*WORK TASK:* Which of the lines below hold the word "aside"? Pull each of them out.

• • • • •

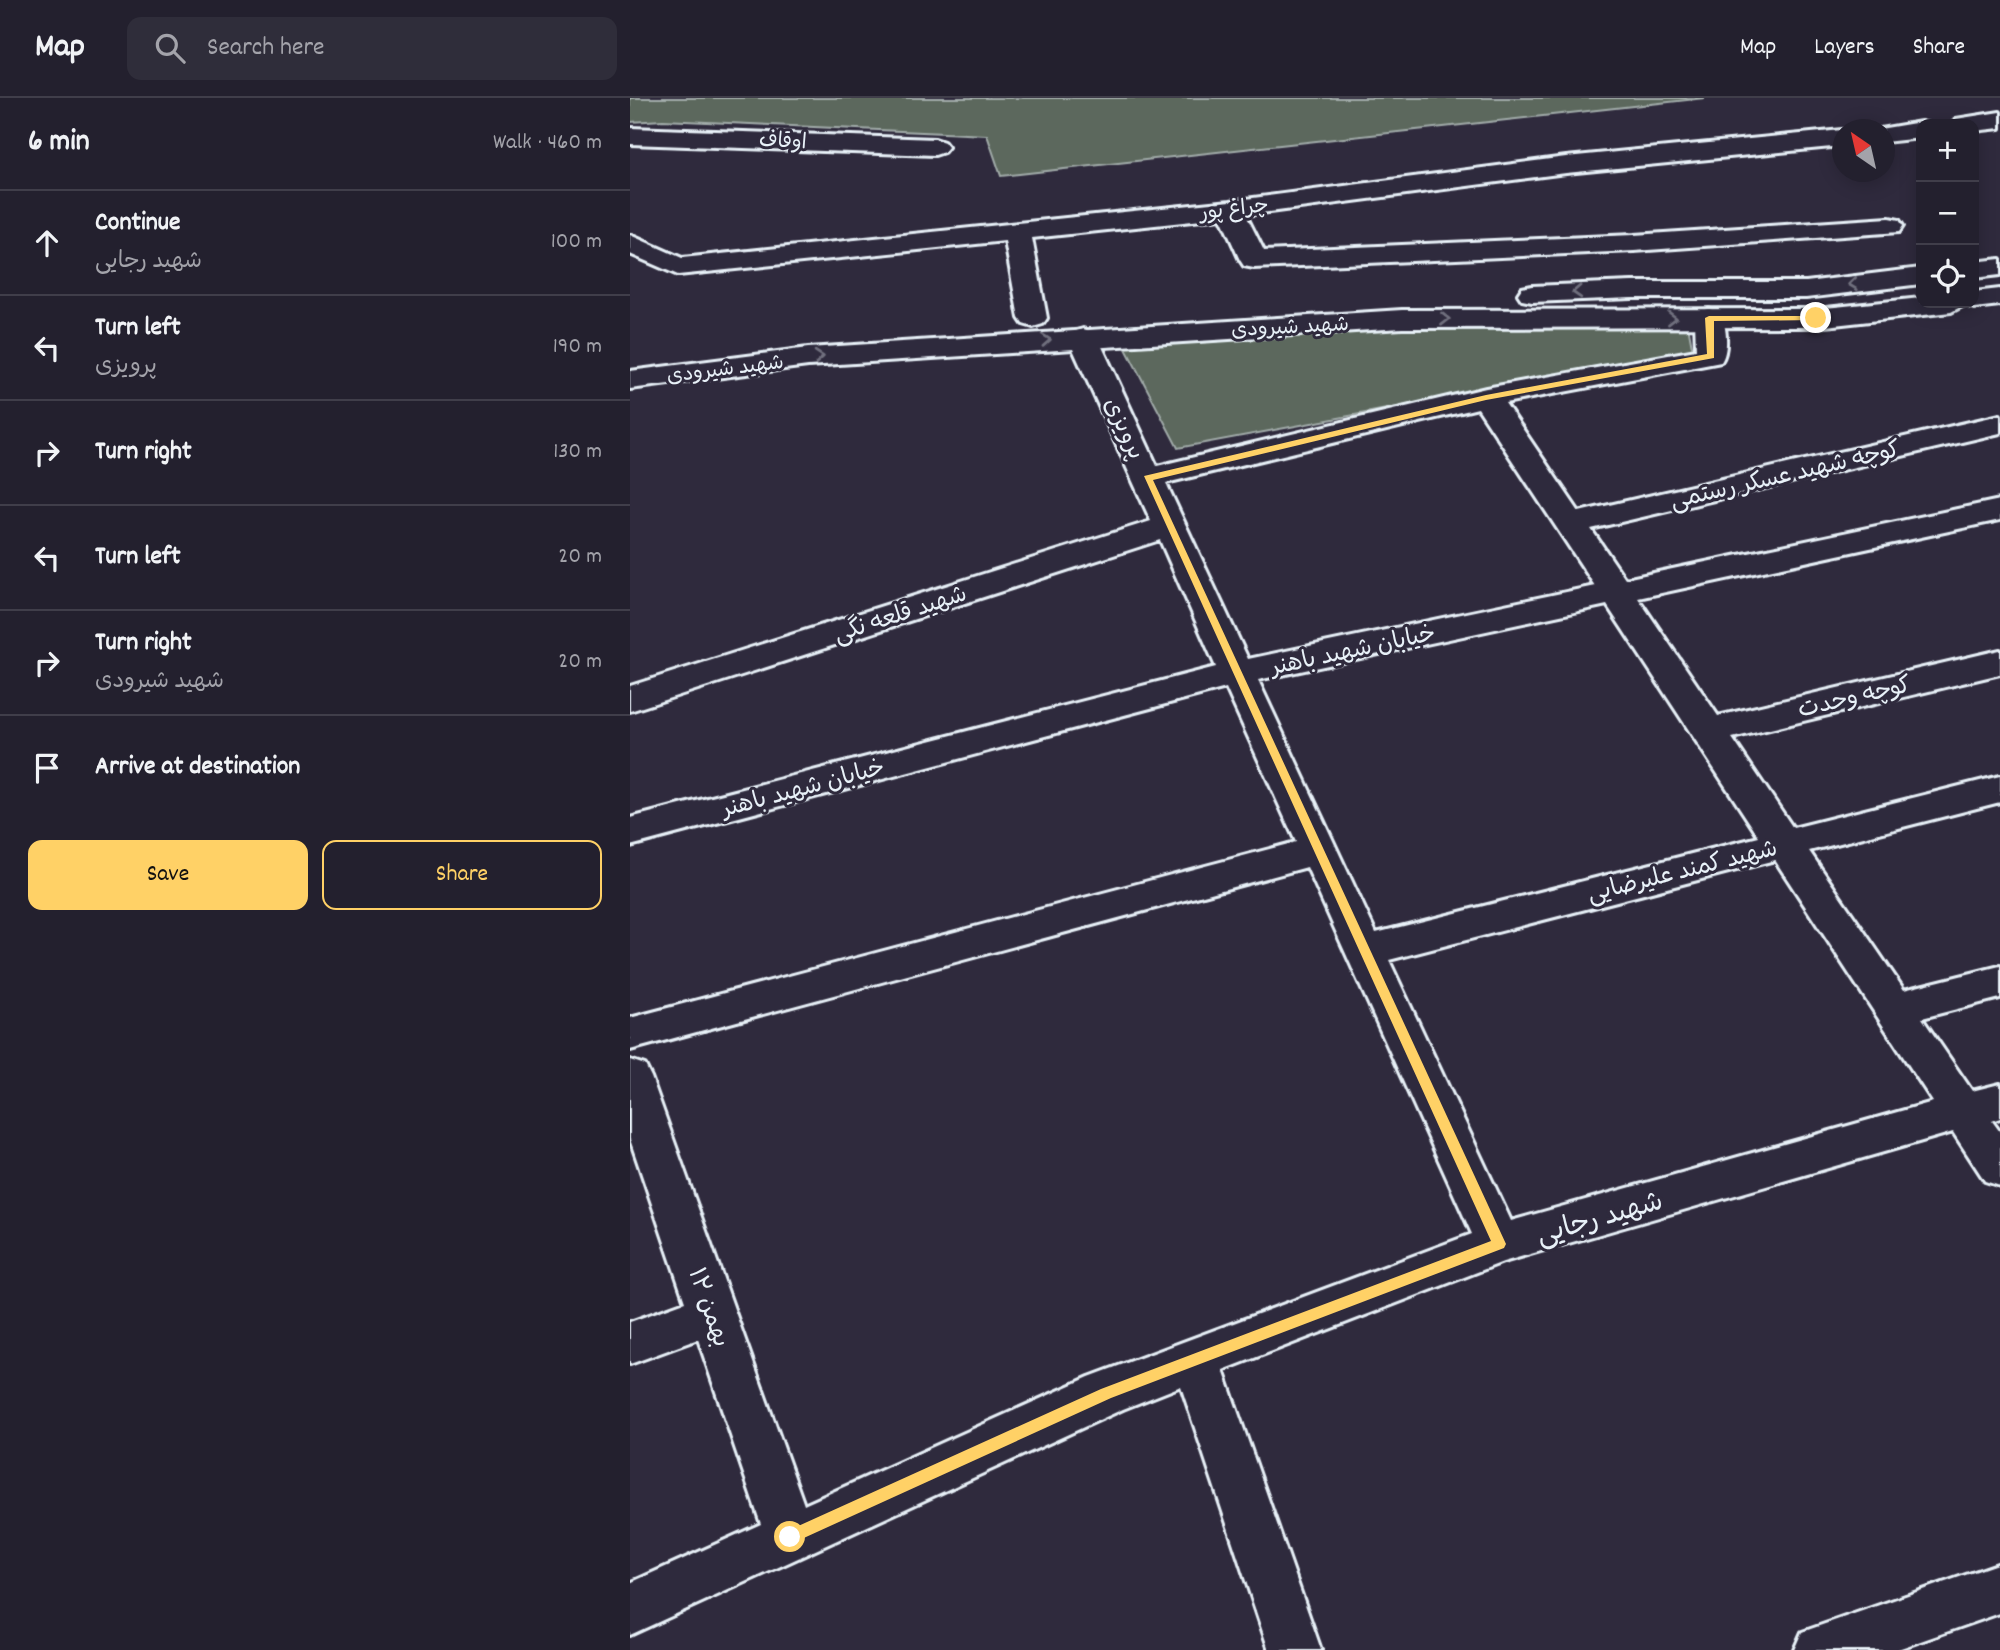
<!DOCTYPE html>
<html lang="en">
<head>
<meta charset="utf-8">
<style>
	:root { --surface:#23202e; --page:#2f2d3a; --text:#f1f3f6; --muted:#a3a3aa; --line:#403e4a; --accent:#ffd166 }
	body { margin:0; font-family:Dekko,"Playpen Sans Arabic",sans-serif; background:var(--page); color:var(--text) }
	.controls { position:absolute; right:21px; top:21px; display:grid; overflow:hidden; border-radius:14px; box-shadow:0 4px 18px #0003 }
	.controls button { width:63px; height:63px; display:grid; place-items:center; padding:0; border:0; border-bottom:2px solid var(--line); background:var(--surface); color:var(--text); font:35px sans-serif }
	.compass { position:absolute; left:1202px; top:21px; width:63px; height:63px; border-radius:50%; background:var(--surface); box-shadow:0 4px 18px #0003; rotate:326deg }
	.stop { position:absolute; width:21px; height:21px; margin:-16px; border:5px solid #ffd166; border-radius:50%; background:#fff }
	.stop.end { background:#ffd166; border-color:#fff; box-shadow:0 2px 7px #0008 }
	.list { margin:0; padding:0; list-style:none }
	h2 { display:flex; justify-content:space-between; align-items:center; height:91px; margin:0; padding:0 28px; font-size:30px }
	h2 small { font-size:23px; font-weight:400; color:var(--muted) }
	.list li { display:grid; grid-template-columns:46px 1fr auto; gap:21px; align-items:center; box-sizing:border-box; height:105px; padding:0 28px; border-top:2px solid var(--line) }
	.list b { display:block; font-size:26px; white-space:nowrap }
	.list p { margin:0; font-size:23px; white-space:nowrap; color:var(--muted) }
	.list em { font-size:23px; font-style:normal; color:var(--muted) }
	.actions { display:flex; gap:14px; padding:21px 28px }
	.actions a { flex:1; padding:16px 0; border:2px solid var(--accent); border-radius:14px; text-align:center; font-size:24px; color:var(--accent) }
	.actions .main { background:var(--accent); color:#111 }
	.icon { flex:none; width:38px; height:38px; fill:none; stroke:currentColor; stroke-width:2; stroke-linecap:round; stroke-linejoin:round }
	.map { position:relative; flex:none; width:1370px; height:1552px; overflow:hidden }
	header { display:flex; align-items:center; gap:42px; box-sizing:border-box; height:98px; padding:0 35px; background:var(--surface); border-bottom:2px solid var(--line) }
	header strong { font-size:33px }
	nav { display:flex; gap:38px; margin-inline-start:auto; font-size:24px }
	.search { width:490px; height:63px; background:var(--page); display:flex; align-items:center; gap:18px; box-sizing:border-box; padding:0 24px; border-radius:14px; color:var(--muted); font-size:26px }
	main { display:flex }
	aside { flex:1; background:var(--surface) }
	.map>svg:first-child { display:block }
</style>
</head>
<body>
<header>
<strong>Map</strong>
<div class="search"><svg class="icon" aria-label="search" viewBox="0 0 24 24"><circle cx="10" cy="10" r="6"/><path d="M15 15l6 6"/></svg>Search here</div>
<nav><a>Map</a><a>Layers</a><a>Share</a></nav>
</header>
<main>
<aside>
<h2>6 min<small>Walk · 460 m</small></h2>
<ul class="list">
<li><svg class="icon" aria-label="ahead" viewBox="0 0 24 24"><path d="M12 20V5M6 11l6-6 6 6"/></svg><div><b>Continue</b><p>شهید رجایی</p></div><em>100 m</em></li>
<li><svg class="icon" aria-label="left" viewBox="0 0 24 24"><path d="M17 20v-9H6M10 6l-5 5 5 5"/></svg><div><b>Turn left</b><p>پرویزی</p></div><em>190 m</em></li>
<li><svg class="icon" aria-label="right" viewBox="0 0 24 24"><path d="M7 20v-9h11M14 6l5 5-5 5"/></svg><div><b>Turn right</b></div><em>130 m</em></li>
<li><svg class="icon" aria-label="left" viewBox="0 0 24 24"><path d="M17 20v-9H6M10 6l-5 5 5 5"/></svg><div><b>Turn left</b></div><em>20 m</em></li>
<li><svg class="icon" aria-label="right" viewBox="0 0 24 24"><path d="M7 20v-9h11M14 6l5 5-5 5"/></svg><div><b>Turn right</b><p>شهید شیرودی</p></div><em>20 m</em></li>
<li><svg class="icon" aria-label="arrive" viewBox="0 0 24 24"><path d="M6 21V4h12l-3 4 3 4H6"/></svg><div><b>Arrive at destination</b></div></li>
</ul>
<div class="actions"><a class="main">Save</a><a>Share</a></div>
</aside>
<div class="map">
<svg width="1370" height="1552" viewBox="0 0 1370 1552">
	<rect width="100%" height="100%" fill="#2f2a3d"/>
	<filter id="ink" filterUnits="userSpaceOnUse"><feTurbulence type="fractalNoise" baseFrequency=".0143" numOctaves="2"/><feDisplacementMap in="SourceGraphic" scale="14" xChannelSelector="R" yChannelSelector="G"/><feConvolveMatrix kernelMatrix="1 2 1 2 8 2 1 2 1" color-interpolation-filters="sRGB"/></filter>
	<g filter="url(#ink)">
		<g fill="#5c685d" stroke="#a2acaa" stroke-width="2">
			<polygon points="0,0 1075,0 371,78 357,37 33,22 0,24"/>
			<polygon points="1057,222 1063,254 548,350 492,243 677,232"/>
		</g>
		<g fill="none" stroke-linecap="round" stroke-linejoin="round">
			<defs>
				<g id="minor">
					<polygon points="1370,14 1370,30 1344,33 1344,26 1322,26 1326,21"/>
					<polygon points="1291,24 1298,26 1291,26 1291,40 1254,44 1254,32 1244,32"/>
					<polygon points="0,30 305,41 314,44 318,49 314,54 305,57 0,46"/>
					<polygon points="1212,32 1212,48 936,75 616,117 634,153 1004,137 1259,120 1269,122 1273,128 1269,134 1004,153 624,170 614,168 610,162 591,120 402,140 417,220 413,226 403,229 393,226 389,220 375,143 48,177 0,156 0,137 52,160 600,103 936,59"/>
					<path d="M1079,211L1089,214C1097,225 1099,253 1091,264L875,305L949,414L1370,317V335L961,431L995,481L1370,402V422L1008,500L1088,618L1370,552V576L1102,640L1163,730L1370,678V704L1179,753L1274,892L1370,868V900L1292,920L1342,993L1370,986V1020L1362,1023L1370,1034V1088L1355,1083L1323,1034L873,1164L593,1272L691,1552H639L551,1288L493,1311L0,1537V1485L131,1426L68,1241L0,1266V1224L55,1204L0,1041V962L15,967L21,979L174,1407L459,1279L842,1136L677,769L0,952V920L666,744L596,590L0,748V720L586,569L530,442L0,613V588L521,423L438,240L443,234L453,231L463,234L468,240L527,368L856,290L1066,252L1065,220L1069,214ZM848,310L965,488L618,561L536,385ZM977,507L1129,739L746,835L628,582ZM1145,762L1303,1004L881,1123L759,862Z"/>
					<polygon points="1370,1465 1370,1515 1265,1552 1164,1552 1172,1534"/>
				</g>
				<g id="major">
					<polygon points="1370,161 1370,177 1344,180 1344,164"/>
					<polygon points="1291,170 1291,186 1176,200 1002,200 902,204 892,202 888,196 892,190 902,188 1002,184 1176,184"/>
					<polygon points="1370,191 1370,207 1344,210 1334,207 1321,214 1186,229 772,230 178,268 0,291 0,273 178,250 772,212 1186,211 1291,200 1291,205 1344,205 1344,194"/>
				</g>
			</defs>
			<use href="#minor" stroke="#e8f1f8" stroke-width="6"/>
			<use href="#major" stroke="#e8f1f8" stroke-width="6"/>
			<use href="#minor" fill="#2f2a3d" fill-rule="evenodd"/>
			<use href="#major" fill="#2f2a3d" fill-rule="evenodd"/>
		</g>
		<defs><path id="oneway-chevron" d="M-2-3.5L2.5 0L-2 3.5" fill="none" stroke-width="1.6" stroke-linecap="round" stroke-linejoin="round" transform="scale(1.75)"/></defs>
		<g stroke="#70707e">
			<use href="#oneway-chevron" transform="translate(1223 186) rotate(173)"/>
			<use href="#oneway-chevron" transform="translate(947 194) rotate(177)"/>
			<use href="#oneway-chevron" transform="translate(1042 220)"/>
			<use href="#oneway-chevron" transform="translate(815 221)"/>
			<use href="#oneway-chevron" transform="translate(416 242) rotate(-4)"/>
			<use href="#oneway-chevron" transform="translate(189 259) rotate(-4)"/>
		</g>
	</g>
	<polygon fill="#ffd166" points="1186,218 1189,222 1084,223 1084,260 856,302 523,382 876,1146 874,1150 481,1300 165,1444 155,1444 155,1434 471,1291 861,1143 514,378 856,297 1077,256 1075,220 1079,218"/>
	<g text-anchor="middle" stroke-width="6" stroke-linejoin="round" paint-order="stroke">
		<g font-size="21" fill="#e8f1f8" stroke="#2f2a3d">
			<text transform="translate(153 42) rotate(3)" y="7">اوقاف</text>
			<text transform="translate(604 110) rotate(-7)" y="7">چراغ پور</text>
			<text transform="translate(660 228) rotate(-3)" y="7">شهید شیرودی</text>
			<text transform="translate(95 270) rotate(-7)" y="7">شهید شیرودی</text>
		</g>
		<g font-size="24" fill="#e8f1f8" stroke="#2f2a3d">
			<text transform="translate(495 330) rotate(65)" y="8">پرویزی</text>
			<text transform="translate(1155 376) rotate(-13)" y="8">کوچه شهید عسکر رستمی</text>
			<text transform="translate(270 515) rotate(-18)" y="8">شهید قلعه نگی</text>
			<text transform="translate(723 551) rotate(-12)" y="8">خیابان شهید باهنر</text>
			<text transform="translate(1224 598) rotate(-13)" y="8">کوچه وحدت</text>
			<text transform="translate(173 689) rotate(-15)" y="8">خیابان شهید باهنر</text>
			<text transform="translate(1052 772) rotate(-14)" y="8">شهید کمند علیرضایی</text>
			<text transform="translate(80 1209) rotate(71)" y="8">۱۲ بهمن</text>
		</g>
		<g font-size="28" fill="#e8f1f8" stroke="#2f2a3d">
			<text transform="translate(969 1118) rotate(-16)" y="10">شهید رجایی</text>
		</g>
	</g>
</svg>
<div class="controls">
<button>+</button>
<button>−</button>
<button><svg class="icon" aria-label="locate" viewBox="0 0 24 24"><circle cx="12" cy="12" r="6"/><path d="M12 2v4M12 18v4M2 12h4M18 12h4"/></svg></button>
</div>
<svg class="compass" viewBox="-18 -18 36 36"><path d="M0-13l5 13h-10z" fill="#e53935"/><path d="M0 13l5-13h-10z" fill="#a3a3aa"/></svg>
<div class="stop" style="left:160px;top:1439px"></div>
<div class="stop end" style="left:1186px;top:220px"></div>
</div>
</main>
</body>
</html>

• • • • •

*RESPONSE TO THIS TASK:*
	aside { flex:1; background:var(--surface) }
<aside>
</aside>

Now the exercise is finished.